Take the material below and output exactly the run of lines from the one containing "M0,791L42,790" down to the one containing "M399,1110H390L364,1144L411,1181", with both included.

---------- RECORDS SHOWN ----------

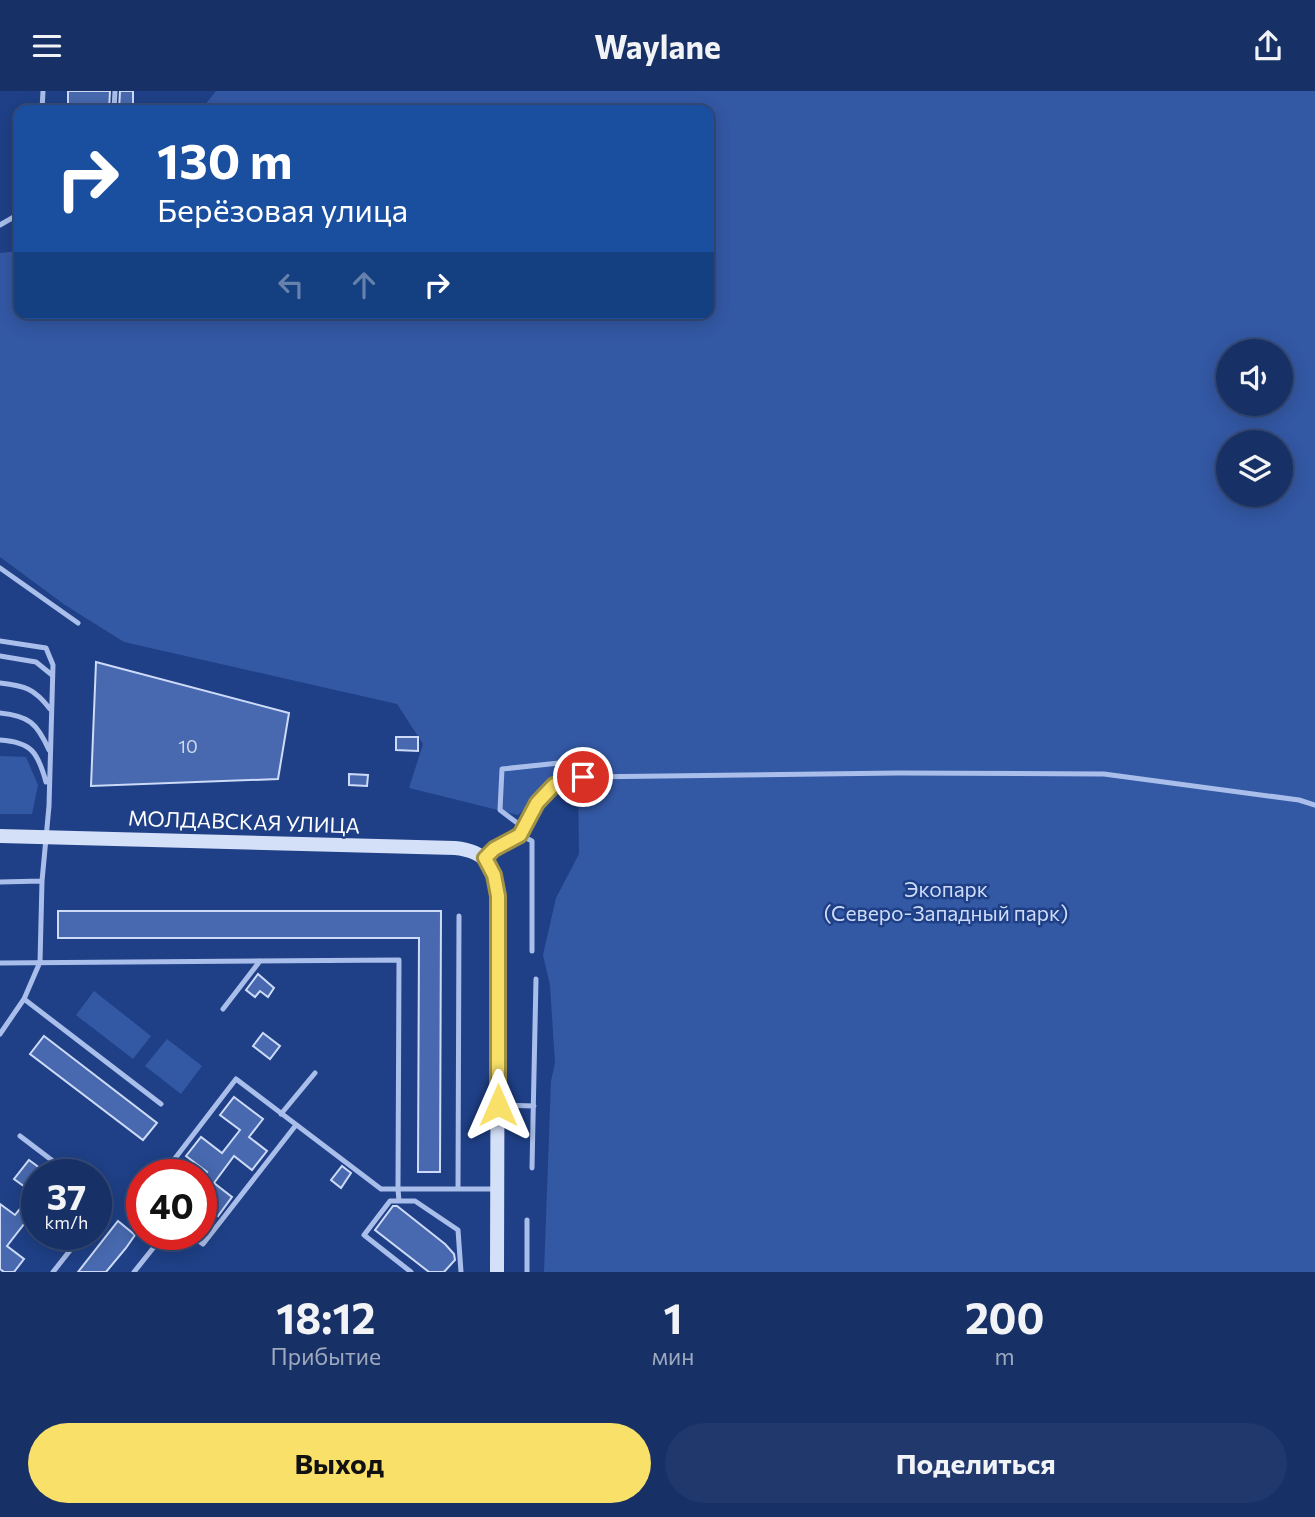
<!DOCTYPE html>
<html lang="ru">
<meta charset="utf-8">
<style>
:root{--surface:#173065;--page:#20386b;--text:#f1f3f6;--muted:#9ea9bf;--line:#364b79;--accent:#f8e069}
body{margin:0;font-family:Commissioner,sans-serif;background:var(--page);color:var(--text);height:100vh;display:flex;flex-direction:column;font-size:26px;white-space:nowrap}
*{box-sizing:border-box;margin:0}
p{font-size:23px;color:var(--muted)}
.icon{flex:none;width:38px;height:38px;fill:none;stroke:currentColor;stroke-width:2;stroke-linecap:round;stroke-linejoin:round}
.map{position:relative;height:1181px;overflow:hidden}
.side{display:flex;flex-direction:column;background:var(--surface);flex:1}
.side>*{flex:none}
.banner{position:absolute;left:14px;top:14px;width:700px;height:214px;border-radius:14px;box-shadow:0 4px 18px #0003,0 0 0 2px var(--line);background:#1a4fa0;color:#fff;overflow:hidden}
.buttons{position:absolute;left:1216px;top:248px;display:grid;gap:14px}
.buttons a{display:grid;place-items:center;width:77px;height:77px;border-radius:50%;background:var(--surface);box-shadow:0 4px 18px #0003,0 0 0 2px var(--line);font-size:35px}
.speed{position:absolute;left:21px;top:1068px;display:flex;gap:14px;font-size:35px;font-weight:700;text-align:center}
.speed>*{display:grid;place-content:center;width:91px;height:91px;border-radius:50%;background:var(--surface);box-shadow:0 4px 18px #0003,0 0 0 2px var(--line);line-height:1}
.speed small{font-size:18px;font-weight:400}
.speed .limit{border:10px solid #d22;background:#fff;color:#111}
.pin{position:absolute;display:grid;place-items:center;width:60px;height:60px;color:#fff;margin:-30px;border:4px solid #fff;border-radius:50%;box-shadow:0 2px 7px #0007}
.me{position:absolute;width:77px;margin:-38px;rotate:0deg;stroke-linejoin:round;filter:drop-shadow(0 0 5px #0008)}
.turn{display:flex;align-items:center;gap:24px;height:147px;padding:0 28px;font-size:32px}
.turn .icon{width:91px;height:91px;stroke-width:2.5}
.turn b{display:block;font-size:49px;line-height:60px}
.lanes{display:flex;align-items:center;height:66px;padding:0 28px;background:#0003;justify-content:center;gap:35px;direction:ltr}
.lanes .off{opacity:.35}
.eta{display:flex;justify-content:space-evenly;align-items:center;height:119px;text-align:center}
.eta b{font-size:42px;font-weight:700;line-height:49px}
.cta{display:flex;gap:14px;margin-top:auto;padding:14px 28px}
.cta a{flex:1;height:80px;border-radius:42px;background:var(--accent);color:#111;font-size:28px;font-weight:700;line-height:80px;text-align:center}
.cta a+a{background:var(--page);color:var(--text)}
header{display:flex;justify-content:space-between;align-items:center;height:91px;padding:0 28px;background:var(--surface);font-size:32px;font-weight:700}
.map>svg:first-child{display:block}
.green{fill:#3358a4;fill-rule:evenodd}
.building{fill:#4869af;stroke:#cddbf8;stroke-width:2}
.lines{fill:none;stroke-linecap:round;stroke-linejoin:round}
.lane{stroke:#a9beea;stroke-width:5}
.secondary{stroke:#d4dff8;stroke-width:14}
.route-casing{stroke:#a19244;stroke-width:18}
.route{stroke:#f8e069;stroke-width:12}
.labels{text-anchor:middle;dominant-baseline:central;stroke-width:5;stroke-linejoin:round;paint-order:stroke}
.number-label{font-size:18px;fill:#d1daeb}
.street-label{font-size:21px;fill:#fff;stroke:#1f4087}
.park-label{font-size:21px;fill:#cddbf8;stroke:#1f4087}
</style>
<header><svg class="icon" aria-label="menu" viewBox="0 0 24 24"><path d="M4 6h16M4 12h16M4 18h16"/></svg>Waylane<svg class="icon" aria-label="share" viewBox="0 0 24 24"><path d="M12 15V3M7 8l5-5 5 5M5 13v7h14v-7"/></svg></header>
<div class="map">
<svg width="1315" height="1181" viewBox="0 0 1315 1181">
<rect width="100%" height="100%" fill="#1f4087"/>
<path class="green" d="M216,0H1315V1181H544L551,990L555,972L550,894L543,864L556,807L579,763L578,683L555,688L518,724L409,697L423,653L397,613L124,551L65,514L0,466V162L19,160V222H709V19H201ZM1228,261H1281V313H1228ZM1228,352H1281V404H1228Z
M0,665L26,666L38,694L32,723H0Z
M94,900L151,945L133,968L76,924Z
M167,948L202,975L181,1003L145,975Z"/>
<path class="building" d="M68,0H110L109,19H68Z
M120,0H133V19H119Z
M96,571L289,622L278,688L91,695Z
M396,646H418V660L396,659Z
M349,683L368,684L367,695L349,694Z
M58,820H441L440,1081H418L419,847H58Z
M258,883L274,897L268,906L260,900L255,906L246,899Z
M263,942L280,955L270,968L253,955Z
M44,945L157,1032L143,1049L30,963Z
M234,1006L263,1028L249,1046L267,1060L252,1079L234,1065L214,1092L232,1106L218,1125L201,1112V1089L207,1081L186,1065L201,1046L222,1062L240,1039L220,1024Z
M29,1069L48,1083H37V1135L28,1128L7,1155L24,1168L14,1181H4L0,1178V1113L15,1124L33,1102L14,1088Z
M342,1075L351,1082L341,1097L331,1089Z
M393,1115H397L445,1153L454,1163L455,1169L444,1181H429L375,1139Z
M118,1130L135,1144L126,1157L106,1181H78Z"/>
<g class="lines">
<path class="lane" d="M42,19L43,0
M114,19L115,0
M0,134L19,123
M0,477L78,532
M0,550L46,557L53,574L49,715L42,790L40,871L24,908L0,943
M0,565L36,571L52,584
M0,592C25,595 34,597 50,618
M0,622C29,625 37,632 49,659
M0,649C32,651 38,662 46,691
M524,737L500,719L502,678L559,672
M520,744L532,750V860
M485,767L494,758L520,744L537,711L554,694L583,686L898,682L1104,683L1299,709L1315,714
M0,791L42,790
M0,872L399,869L398,1098H495
M24,908L161,1013
M223,918L260,870
M498,1014L534,1015
M281,1023L315,982
M20,1045L70,1083
M532,1077L536,888
M163,1083L236,988L381,1098H398L399,1110H415L458,1139L461,1181
M458,1098L459,825
M96,1104L108,1112L96,1127
M399,1110H390L364,1144L411,1181
M189,1143L203,1153L296,1034
M53,1181L83,1143
M134,1181L158,1151
M527,1181V1129"/>
<path class="secondary" d="M0,745L455,757C487,760 493,775 498,805L497,1181"/>
</g>
<g class="lines">
<defs>
<path id="route" d="M498,1014V805L494,784L485,767L494,758L520,744L537,712L554,694L583,686"/>
</defs>
<use href="#route" class="route-casing"/>
<use href="#route" class="route"/>
</g>
<g class="labels">
<g class="number-label">
<text x="188" y="655">10</text>
</g>
<g class="street-label">
<text transform="translate(244 730) rotate(2)">МОЛДАВСКАЯ УЛИЦА</text>
</g>
<g class="park-label">
<text x="946" y="797">Экопарк<tspan x="946" dy="24">(Северо-Западный парк)</tspan></text>
</g>
</g>
</svg>
<div class="buttons">
<a><svg class="icon" aria-label="sound" viewBox="0 0 24 24"><path d="M4 9h4l5-4v14l-5-4H4zM17 9q2 3 0 6"/></svg></a>
<a><svg class="icon" aria-label="layers" viewBox="0 0 24 24"><path d="M12 4l9 5-9 5-9-5zM3 14l9 5 9-5"/></svg></a>
</div>
<div class="speed"><div>37<small>km/h</small></div><div class="limit">40</div></div>
<div class="pin" style="left:583px;top:686px;background:#d93025"><svg class="icon" aria-label="arrive" viewBox="0 0 24 24"><path d="M6 21V4h12l-3 4 3 4H6"/></svg></div>
<svg class="me" style="left:498px;top:1014px" viewBox="-20 -20 40 40"><path d="M0-17L14 15 0 8-14 15z" fill="#f8e069" stroke="#fff" stroke-width="4"/></svg>
<div class="banner">
<div class="turn"><svg class="icon" aria-label="right" viewBox="0 0 24 24"><path d="M7 20v-9h11M14 6l5 5-5 5"/></svg><div><b>130 m</b>Берёзовая улица</div></div>
<div class="lanes"><svg class="icon off" aria-label="left" viewBox="0 0 24 24"><path d="M17 20v-9H6M10 6l-5 5 5 5"/></svg><svg class="icon off" aria-label="ahead" viewBox="0 0 24 24"><path d="M12 20V5M6 11l6-6 6 6"/></svg><svg class="icon" aria-label="right" viewBox="0 0 24 24"><path d="M7 20v-9h11M14 6l5 5-5 5"/></svg></div>
</div>
</div>
<section class="side">
<div class="eta">
<div><b>18:12</b><p>Прибытие</p></div>
<div><b>1</b><p>мин</p></div>
<div><b>200</b><p>m</p></div>
</div>
<div class="cta"><a>Выход</a><a>Поделиться</a></div>
</section>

----------

→ **ANSWER BELOW**:
M0,791L42,790
M0,872L399,869L398,1098H495
M24,908L161,1013
M223,918L260,870
M498,1014L534,1015
M281,1023L315,982
M20,1045L70,1083
M532,1077L536,888
M163,1083L236,988L381,1098H398L399,1110H415L458,1139L461,1181
M458,1098L459,825
M96,1104L108,1112L96,1127
M399,1110H390L364,1144L411,1181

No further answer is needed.